问题
I am using Googles Vision OCR API to try and extract 2 types of data from an image 1) handwritten text from text-boxes; marked with red circles below and 2) ticks or 'x' from check-boxes; marked with green circles below. I will be entering this data into a database so I will need a string returned for both types of data
Currently, when I pass this image into the API I get a string with all of the data:
Secondary School Study Student Perception of Computers LO 13 . Are any of your family members working >in computing / IT ? If so , what family member ( s ) is it ( eg , parent , guardian , brother , sister >etc . ) brother 14 . Have you any previous computing experience ( even attended a single day ) ? Select >one or many areas : U CODER DOJO IN SCHOOL CAMP VSELF TAUGHT JOTHER If you selected any from Q14 , was >the general experience : GOOD NEITHER GOOD OR BAD BAD BAD And why ( short answer , under 4 words ) >learned new skills To be completed after the camp . NewsLRY 1 . I would now consider a career in >computing / IT . Strongly Agree Agree No Opinion Disagree Strongly Disagree 2 . The camp showed me what >a career in computing / IT really was . ? Strongly Agree Agree No Opinion Disagree Strongly Disagree 3 >. The camp showed / highlighted that I was no good at programming or computing . Strongly Agree Agree >No Opinion Disagree Strongly Disagree 4 . Give two things that you did not know about computing / >programming until after the camp ? java Language Eclipse IDE va 5 . I was better than I first thought ( >before the camp ) at programming / computing . ? Agree No Opinion Disagree Strongly Disagree ? O >Strongly Agree 6 . Any feedback / comments about the camp ( good or bad ) ? good camp , Learned a lot . >Thank you for taking this survey . Page 2 of 2
My code as it stands:
public static void Main(string[] args)
{
string credential_path = @"C:\Users\35385\nodal.json";
System.Environment.SetEnvironmentVariable("GOOGLE_APPLICATION_CREDENTIALS", credential_path);
// Instantiates a client
var client = ImageAnnotatorClient.Create();
// Load the image file into memory
var image = Image.FromFile("stack.jpg");
// Performs text detection on the image file
var response = client.DetectDocumentText(image);
string words = "";
foreach (var page in response.Pages)
{
foreach (var block in page.Blocks)
{
string box = string.Join(" - ", block.BoundingBox.Vertices.Select(v => $"({v.X}, {v.Y})"));
foreach (var paragraph in block.Paragraphs)
{
box = string.Join(" - ", paragraph.BoundingBox.Vertices.Select(v => $"({v.X}, {v.Y})"));
foreach (var word in paragraph.Words)
{
words += $" {string.Join("", word.Symbols.Select(s => s.Text))}";
}
}
}
}
Console.WriteLine(words);
}
So my questions:
- How can I extract data from each red box (i.e. the first text-box will return 'brother', the 2nd should return 'learned new skills')?
- How can I extract which check-box is marked from each green question (i.e. question 13 should return 'YES', question 14. should return 'SELF TAUGHT' etc.)?
回答1:
I just used the API from some PHP-scripts but I think your problem does not depend on the programming language.
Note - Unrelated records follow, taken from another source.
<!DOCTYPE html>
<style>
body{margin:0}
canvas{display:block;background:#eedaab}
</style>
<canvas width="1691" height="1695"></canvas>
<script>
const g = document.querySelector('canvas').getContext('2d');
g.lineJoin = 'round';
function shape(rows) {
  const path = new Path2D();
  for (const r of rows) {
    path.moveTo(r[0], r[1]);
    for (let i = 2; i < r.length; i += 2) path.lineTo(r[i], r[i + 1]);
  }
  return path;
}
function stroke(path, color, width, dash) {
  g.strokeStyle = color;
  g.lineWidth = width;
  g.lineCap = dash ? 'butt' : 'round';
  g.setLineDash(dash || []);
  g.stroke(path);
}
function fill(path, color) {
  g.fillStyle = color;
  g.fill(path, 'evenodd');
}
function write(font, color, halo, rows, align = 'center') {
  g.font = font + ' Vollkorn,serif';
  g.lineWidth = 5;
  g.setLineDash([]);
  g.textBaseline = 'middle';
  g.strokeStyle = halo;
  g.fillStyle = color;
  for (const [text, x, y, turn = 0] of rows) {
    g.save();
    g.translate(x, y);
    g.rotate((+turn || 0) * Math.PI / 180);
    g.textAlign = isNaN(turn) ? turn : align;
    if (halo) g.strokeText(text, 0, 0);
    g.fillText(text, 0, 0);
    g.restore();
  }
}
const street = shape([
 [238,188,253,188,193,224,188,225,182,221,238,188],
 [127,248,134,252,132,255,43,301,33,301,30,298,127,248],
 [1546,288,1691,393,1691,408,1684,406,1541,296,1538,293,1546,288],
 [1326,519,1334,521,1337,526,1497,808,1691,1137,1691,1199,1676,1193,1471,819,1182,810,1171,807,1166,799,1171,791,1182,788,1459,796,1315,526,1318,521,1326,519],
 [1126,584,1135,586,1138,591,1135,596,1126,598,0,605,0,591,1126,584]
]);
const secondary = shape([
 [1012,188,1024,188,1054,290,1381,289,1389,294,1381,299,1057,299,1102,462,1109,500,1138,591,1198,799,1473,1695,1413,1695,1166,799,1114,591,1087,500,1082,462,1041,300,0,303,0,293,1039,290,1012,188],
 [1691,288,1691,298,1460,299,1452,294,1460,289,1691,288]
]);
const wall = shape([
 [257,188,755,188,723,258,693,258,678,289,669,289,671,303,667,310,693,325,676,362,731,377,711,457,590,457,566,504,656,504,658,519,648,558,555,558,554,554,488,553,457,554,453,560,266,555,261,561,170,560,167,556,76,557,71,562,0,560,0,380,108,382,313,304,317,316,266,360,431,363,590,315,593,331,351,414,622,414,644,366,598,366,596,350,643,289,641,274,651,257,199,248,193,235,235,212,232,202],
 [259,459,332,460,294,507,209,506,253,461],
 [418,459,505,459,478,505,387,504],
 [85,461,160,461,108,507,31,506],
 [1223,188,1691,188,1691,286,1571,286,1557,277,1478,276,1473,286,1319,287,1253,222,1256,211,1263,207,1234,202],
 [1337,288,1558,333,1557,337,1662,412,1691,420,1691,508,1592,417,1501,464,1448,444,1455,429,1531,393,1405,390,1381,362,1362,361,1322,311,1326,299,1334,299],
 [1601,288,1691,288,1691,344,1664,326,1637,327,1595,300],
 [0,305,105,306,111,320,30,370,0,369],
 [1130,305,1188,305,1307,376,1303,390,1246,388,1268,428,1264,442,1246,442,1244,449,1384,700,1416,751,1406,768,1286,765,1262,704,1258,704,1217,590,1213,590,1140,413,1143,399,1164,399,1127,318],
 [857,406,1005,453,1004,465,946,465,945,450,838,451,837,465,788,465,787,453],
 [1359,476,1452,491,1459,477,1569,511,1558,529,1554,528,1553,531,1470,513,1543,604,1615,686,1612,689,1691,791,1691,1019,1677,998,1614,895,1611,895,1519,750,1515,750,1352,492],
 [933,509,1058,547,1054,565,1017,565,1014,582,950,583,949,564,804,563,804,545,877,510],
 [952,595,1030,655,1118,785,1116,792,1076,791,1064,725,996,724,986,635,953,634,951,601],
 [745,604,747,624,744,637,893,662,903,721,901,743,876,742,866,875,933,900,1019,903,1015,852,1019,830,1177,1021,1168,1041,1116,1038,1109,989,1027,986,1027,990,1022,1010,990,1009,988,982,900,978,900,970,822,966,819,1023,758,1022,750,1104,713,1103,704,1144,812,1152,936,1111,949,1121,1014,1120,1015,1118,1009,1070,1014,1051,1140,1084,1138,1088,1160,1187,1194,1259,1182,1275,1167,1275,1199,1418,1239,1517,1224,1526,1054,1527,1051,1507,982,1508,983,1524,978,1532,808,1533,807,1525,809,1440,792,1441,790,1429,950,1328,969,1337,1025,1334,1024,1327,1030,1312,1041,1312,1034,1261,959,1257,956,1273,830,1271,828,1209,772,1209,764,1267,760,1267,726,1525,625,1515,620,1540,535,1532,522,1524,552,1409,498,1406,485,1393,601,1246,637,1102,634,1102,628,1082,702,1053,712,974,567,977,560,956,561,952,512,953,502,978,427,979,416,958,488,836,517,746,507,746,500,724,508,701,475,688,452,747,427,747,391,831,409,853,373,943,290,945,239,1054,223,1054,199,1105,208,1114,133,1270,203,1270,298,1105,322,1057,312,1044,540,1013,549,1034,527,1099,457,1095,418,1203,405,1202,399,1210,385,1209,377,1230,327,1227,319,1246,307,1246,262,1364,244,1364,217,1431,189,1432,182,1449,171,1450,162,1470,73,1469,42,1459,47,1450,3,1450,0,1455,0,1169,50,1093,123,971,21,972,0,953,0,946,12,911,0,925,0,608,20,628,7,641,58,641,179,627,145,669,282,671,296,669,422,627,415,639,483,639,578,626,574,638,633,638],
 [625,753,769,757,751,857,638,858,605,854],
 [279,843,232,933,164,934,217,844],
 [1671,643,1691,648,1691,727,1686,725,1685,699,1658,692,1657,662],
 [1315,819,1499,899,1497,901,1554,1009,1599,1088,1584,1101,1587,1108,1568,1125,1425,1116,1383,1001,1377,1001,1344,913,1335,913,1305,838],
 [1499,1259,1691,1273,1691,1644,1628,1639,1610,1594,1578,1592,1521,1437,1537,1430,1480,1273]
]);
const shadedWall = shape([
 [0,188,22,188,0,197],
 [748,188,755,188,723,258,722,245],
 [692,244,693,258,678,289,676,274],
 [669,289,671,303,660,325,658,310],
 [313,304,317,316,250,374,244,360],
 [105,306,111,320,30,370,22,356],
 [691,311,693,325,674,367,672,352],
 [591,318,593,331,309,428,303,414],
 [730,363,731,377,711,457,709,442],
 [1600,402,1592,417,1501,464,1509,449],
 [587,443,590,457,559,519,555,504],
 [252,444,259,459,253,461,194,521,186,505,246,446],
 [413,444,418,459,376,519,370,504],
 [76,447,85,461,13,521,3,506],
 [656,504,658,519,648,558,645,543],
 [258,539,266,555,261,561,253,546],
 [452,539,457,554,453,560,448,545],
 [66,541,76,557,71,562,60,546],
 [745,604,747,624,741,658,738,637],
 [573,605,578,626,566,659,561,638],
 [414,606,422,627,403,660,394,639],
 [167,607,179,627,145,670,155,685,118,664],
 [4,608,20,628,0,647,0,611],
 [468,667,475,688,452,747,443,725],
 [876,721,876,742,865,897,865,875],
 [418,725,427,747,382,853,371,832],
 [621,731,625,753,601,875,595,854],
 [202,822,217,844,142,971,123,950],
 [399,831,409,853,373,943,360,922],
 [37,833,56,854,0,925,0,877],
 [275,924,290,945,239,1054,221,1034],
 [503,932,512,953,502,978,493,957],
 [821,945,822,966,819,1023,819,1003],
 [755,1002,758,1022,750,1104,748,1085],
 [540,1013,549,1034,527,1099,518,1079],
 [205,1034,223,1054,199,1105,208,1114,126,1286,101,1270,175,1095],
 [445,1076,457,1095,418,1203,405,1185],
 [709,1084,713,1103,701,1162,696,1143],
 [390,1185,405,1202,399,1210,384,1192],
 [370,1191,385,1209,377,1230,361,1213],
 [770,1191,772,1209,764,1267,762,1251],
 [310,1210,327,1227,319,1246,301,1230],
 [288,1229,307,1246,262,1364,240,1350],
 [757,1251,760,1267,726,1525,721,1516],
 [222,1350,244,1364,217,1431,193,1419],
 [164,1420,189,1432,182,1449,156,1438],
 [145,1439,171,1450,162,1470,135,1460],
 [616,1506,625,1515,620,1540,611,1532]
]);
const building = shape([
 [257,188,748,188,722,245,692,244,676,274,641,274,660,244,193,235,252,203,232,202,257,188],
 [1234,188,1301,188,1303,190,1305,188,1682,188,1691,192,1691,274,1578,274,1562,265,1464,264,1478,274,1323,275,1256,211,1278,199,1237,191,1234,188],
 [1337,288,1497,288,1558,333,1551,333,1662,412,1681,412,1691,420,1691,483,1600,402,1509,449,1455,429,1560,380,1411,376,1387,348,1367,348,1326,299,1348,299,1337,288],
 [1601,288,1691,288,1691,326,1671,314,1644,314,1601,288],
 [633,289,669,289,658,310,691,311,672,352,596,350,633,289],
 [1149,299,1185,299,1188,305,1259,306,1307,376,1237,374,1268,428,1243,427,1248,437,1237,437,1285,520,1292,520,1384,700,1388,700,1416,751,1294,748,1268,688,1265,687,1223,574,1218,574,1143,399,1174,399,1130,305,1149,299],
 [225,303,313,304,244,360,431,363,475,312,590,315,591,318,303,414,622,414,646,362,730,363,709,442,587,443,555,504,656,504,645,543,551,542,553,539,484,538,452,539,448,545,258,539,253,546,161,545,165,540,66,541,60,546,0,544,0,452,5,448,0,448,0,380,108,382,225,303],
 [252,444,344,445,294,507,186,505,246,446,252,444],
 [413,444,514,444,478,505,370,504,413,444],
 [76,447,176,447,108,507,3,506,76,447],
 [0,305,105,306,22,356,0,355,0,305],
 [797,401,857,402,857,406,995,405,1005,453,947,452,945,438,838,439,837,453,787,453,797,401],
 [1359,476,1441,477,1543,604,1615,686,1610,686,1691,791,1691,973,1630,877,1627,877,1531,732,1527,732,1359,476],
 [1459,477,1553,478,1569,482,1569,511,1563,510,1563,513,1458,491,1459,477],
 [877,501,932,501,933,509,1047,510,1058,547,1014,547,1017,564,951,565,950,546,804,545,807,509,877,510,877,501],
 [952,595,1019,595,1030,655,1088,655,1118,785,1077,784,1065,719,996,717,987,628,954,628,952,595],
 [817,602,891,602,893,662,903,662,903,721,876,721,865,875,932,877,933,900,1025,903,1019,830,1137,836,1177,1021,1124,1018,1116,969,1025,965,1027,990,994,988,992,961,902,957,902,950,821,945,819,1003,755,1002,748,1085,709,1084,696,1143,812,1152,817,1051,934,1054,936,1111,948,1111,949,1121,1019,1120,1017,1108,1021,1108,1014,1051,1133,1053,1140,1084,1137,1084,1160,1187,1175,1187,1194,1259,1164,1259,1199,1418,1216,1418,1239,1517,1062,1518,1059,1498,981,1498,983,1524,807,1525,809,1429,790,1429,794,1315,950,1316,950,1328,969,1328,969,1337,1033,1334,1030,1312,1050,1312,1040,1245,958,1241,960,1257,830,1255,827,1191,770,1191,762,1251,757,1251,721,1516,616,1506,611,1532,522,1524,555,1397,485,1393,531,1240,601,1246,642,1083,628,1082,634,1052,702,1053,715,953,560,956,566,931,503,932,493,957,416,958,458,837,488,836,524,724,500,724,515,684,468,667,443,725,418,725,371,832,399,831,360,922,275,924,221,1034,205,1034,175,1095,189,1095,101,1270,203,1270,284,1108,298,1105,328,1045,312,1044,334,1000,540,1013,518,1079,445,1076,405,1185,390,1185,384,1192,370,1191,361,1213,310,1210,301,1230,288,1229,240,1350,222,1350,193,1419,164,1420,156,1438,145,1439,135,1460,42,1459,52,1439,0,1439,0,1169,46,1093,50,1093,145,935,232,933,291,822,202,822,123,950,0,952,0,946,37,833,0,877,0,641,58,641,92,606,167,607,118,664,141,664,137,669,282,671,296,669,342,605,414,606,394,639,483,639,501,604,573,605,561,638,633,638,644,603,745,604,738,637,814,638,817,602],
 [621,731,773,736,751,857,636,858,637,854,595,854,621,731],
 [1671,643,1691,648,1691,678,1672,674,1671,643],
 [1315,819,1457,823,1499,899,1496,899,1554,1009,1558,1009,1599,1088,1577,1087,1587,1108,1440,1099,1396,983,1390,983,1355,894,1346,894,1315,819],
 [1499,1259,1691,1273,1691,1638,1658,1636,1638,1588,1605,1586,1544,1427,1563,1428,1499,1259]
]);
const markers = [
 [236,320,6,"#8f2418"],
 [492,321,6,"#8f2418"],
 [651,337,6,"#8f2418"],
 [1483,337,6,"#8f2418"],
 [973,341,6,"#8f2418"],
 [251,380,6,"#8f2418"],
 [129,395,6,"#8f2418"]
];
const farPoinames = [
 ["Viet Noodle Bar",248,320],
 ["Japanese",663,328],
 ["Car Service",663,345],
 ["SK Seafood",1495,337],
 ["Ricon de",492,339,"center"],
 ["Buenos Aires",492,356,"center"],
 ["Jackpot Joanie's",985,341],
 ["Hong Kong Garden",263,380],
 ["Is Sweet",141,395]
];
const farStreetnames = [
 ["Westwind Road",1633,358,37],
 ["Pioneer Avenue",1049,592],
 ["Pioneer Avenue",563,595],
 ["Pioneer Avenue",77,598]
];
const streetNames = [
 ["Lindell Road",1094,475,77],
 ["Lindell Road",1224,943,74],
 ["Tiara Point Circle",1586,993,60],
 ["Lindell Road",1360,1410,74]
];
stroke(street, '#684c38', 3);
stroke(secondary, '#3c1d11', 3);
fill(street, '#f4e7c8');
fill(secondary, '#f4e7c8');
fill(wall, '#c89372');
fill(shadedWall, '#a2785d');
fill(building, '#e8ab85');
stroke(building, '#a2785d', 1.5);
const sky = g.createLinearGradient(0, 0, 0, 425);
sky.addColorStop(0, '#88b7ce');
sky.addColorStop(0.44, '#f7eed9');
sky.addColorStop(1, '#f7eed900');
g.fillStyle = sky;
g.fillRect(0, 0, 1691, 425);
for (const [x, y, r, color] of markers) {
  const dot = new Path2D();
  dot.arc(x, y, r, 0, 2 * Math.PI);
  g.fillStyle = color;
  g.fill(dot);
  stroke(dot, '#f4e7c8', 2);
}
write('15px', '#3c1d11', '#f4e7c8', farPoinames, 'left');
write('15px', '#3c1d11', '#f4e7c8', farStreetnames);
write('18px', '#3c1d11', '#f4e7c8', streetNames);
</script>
You need to use the coordinates (boxes with four vertices to be precise) of the detected words. Then you can find the elements of your questionaire relative to the writing of the participant. A good entry point for me was this script:
https://www.leanx.eu/tutorials/use-google-cloud-vision-api-to-process-invoices-and-receipts
You can use it "as is" on any PHP-enabled webspace and it gives you a well structured overview on how you can retrieve the boxes that the API returns.
Having those boxes and knowing the text of your questionaire it should be quite easy to locate the checkmarks that your participants made if google detects them. The detection of the checkmark might not always work with google vision, since a single "character" is not always found by google's OCR.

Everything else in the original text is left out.